Stored data
'''

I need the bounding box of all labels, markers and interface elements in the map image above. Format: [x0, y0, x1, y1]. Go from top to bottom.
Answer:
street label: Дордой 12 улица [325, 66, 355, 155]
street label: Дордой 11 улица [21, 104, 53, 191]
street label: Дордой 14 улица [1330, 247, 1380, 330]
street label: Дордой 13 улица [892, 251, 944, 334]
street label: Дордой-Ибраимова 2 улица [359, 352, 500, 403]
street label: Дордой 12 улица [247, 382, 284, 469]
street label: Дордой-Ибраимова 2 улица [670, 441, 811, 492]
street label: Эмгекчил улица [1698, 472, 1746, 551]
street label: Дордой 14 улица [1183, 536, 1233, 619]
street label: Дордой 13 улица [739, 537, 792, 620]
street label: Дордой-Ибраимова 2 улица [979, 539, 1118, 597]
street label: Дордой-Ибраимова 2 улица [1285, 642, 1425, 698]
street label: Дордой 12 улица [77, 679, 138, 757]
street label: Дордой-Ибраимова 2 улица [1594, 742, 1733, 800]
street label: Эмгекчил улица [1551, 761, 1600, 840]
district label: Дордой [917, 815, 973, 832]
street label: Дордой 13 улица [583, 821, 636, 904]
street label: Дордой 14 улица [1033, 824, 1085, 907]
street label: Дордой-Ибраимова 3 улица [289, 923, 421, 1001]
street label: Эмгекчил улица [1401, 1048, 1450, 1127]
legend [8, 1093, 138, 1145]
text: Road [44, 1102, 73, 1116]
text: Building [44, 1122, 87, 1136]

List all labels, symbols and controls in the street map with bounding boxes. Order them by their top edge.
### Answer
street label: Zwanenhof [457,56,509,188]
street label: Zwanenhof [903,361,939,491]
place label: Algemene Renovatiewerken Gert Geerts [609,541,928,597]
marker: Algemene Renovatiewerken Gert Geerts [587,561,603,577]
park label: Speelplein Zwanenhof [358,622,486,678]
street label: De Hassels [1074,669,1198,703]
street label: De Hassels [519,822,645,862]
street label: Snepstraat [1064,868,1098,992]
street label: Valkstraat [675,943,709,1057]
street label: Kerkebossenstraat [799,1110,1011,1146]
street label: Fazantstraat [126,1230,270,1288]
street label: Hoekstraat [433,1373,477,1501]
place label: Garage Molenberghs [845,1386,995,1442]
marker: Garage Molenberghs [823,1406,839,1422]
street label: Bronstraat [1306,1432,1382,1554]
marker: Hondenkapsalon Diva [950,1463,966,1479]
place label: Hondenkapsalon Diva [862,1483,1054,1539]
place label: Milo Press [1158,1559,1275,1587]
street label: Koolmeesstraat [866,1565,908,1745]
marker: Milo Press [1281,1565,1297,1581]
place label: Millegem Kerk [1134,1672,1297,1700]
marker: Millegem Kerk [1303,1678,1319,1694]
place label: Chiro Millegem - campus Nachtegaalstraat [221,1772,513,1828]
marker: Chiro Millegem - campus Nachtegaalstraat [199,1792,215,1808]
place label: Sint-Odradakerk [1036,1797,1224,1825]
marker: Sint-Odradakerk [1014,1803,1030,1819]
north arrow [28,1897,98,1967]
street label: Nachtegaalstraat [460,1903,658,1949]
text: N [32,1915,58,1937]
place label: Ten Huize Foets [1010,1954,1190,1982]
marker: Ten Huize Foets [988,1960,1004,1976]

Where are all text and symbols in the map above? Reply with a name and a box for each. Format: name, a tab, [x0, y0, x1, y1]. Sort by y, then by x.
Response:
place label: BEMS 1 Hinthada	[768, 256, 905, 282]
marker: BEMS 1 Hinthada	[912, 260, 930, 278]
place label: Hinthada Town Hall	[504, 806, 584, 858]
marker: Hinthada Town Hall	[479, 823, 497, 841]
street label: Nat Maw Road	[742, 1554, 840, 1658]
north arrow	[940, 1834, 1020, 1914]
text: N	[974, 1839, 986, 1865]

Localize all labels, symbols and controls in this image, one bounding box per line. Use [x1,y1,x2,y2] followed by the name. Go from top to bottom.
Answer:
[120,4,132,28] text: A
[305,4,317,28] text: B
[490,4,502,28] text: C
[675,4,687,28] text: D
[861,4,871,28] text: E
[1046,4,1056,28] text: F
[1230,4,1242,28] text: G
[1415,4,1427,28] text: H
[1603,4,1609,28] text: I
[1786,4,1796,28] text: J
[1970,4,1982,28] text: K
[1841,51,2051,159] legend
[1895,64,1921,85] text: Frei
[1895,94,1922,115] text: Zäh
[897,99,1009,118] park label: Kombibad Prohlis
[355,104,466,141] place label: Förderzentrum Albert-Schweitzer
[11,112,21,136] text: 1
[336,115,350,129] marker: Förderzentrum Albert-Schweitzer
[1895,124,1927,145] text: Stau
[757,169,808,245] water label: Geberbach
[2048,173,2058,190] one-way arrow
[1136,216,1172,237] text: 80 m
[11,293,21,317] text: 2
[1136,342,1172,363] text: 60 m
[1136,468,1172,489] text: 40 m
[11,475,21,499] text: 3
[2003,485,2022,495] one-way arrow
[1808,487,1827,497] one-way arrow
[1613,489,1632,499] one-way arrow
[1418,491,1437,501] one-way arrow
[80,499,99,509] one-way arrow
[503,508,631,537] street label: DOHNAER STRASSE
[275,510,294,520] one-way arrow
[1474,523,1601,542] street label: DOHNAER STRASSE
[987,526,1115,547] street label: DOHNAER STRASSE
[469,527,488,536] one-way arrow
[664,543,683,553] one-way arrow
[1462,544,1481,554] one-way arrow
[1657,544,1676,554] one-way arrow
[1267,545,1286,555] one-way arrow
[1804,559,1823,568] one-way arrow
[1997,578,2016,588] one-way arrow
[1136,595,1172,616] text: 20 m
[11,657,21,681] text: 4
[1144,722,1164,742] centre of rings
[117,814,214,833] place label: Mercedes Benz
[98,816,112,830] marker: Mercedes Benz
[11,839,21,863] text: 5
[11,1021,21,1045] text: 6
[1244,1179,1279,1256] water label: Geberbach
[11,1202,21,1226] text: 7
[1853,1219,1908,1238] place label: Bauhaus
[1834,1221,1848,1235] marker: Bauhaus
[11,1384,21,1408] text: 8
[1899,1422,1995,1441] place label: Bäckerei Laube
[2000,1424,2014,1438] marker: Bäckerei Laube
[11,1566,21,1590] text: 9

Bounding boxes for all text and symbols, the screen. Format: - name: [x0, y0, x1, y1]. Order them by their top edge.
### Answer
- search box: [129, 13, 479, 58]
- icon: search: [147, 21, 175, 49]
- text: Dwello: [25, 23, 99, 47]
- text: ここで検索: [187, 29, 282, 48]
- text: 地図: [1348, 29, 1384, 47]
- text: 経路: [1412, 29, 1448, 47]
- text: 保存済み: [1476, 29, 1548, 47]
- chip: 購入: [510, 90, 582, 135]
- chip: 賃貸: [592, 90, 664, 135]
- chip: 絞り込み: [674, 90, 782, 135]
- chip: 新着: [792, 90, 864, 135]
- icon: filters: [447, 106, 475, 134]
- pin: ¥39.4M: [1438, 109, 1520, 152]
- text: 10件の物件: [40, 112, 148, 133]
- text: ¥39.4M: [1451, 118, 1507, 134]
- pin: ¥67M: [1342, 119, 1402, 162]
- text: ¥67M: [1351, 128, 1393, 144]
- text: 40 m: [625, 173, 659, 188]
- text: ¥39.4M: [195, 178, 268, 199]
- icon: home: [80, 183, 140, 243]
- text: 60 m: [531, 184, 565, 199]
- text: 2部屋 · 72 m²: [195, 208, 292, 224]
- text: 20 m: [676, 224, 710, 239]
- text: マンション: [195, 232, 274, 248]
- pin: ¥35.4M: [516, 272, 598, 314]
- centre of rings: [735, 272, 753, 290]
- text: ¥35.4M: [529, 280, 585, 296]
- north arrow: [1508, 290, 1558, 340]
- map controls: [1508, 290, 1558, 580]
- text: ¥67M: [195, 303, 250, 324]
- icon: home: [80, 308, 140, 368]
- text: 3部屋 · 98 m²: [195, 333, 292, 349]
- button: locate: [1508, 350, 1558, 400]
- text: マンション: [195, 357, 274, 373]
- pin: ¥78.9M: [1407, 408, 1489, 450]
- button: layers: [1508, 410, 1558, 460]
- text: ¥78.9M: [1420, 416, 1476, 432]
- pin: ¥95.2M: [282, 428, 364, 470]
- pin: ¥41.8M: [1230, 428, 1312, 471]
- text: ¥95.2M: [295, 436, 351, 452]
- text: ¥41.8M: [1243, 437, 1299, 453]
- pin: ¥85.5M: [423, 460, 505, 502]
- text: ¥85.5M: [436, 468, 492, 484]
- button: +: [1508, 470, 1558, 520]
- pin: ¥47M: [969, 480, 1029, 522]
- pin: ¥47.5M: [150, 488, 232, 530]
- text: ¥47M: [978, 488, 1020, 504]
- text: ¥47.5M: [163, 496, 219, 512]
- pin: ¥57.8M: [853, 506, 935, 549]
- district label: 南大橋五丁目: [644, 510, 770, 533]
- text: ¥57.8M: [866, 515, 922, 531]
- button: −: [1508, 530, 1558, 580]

'''

Goal of the exercise. From the records above, copy every line that holds the word "search".

Task answer.
- search box: [129, 13, 479, 58]
- icon: search: [147, 21, 175, 49]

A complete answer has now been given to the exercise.